Steps (piano cycle series) is a set of large-scale piano works written by British composer Peter Seabourne (b.1960), currently standing at 10 volumes (196 pieces) of approximately 9 hours total duration. Each cycle is based around a theme and comprises a sequence of often poetically entitled movements.

The cycles

The first volume (2001-4) marked the composer's return to composition after a 12-year silence. Originally simply a series of standalone pieces, it was only subsequently gathered into an anthology. However, from the second volume onwards the works are conceived as integrated single spans in the manner of Janacek's On an Overgrown Path, or Schumann's Carnaval.
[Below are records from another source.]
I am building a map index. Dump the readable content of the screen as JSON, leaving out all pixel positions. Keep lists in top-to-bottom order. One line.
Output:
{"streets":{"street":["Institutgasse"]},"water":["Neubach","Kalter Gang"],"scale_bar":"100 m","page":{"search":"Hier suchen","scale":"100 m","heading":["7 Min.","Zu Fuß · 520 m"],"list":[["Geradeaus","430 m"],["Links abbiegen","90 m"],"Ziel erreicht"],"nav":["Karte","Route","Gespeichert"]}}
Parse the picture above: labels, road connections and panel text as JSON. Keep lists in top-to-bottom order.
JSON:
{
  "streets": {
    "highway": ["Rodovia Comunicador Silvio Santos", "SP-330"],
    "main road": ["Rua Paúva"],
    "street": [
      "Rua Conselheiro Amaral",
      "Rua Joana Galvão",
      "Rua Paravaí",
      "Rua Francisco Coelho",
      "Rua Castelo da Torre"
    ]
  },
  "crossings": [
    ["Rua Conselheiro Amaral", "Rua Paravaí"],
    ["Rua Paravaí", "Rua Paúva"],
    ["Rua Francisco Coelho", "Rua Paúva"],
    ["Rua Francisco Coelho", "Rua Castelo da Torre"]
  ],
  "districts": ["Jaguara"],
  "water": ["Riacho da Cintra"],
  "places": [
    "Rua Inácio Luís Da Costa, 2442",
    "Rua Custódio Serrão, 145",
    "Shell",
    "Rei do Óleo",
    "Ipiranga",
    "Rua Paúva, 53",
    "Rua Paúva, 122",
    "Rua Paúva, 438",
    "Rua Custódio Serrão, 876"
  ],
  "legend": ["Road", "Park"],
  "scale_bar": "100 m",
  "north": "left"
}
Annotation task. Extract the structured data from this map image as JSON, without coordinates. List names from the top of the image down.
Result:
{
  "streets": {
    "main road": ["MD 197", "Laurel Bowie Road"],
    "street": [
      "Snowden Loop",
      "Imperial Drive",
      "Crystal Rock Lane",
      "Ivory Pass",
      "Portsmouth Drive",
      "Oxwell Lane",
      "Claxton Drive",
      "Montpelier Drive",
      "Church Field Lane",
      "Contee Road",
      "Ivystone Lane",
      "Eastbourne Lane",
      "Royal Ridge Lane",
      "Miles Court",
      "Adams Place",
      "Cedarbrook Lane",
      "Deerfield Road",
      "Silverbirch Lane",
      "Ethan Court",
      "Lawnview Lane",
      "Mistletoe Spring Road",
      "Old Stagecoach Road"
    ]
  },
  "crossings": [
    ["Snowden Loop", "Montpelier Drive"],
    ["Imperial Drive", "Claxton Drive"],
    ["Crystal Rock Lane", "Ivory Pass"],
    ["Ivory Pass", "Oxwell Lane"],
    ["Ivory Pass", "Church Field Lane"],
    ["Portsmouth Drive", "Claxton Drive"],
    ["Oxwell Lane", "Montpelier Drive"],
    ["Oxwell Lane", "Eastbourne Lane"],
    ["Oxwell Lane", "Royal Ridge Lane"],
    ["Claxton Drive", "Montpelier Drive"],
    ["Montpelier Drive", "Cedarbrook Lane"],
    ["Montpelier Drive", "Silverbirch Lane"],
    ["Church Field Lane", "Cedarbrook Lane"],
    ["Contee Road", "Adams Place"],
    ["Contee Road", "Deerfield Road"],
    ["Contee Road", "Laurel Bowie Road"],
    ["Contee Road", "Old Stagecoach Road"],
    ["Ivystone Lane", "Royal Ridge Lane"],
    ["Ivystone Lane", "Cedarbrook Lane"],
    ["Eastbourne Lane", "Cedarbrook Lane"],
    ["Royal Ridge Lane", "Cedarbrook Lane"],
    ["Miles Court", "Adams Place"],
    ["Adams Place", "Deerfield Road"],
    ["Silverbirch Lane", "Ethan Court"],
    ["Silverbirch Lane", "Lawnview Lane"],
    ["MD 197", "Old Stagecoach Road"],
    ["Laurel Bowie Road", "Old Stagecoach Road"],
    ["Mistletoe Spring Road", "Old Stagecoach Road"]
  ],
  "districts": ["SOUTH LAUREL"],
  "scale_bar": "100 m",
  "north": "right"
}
The Italian CD label Sheva has so far recorded volumes 1–5 with pianists Minjeong Shin, Giovanni Santini, Michael Bell, Fabio Menchetti and Alessandro Viale. Volume 6 was released in May 2022 by Konstantin Lifschitz on Willowhayne Records, and 7-10 are scheduled for recording during 2023-4. The CDs have been reviewed in Gramophone, BBC Music Magazine, Musical Opinion, International Piano, Piano News, Hudební rozhledy and many other magazines. Numerous live performances have taken place in Europe, Armenia, The United States of America and Japan, including by Alessandro Viale, Fabio Menchetti, Konstantin Lifschitz, Minjeong Shin, Michael Bell, Bethel Balge, Giuseppe Modugno, Haruko Seki, Chantal Balestri, Simone Rugani, Andrea Emanuele, Ettore Strangio, Giordano De Nisi, Emanuele Stracchi, Paolo Rinaldi, Barbara Panzarella, Giulia Grassi, Francesca Fierro, Isabella Gori, Letitia Amodio, Francesca Lauri, Sarah Vella, Daphne Delicata, Alvaro Siculiana, Julian Chan, Tsovinar Suflyan and Mikhail Shilyaev.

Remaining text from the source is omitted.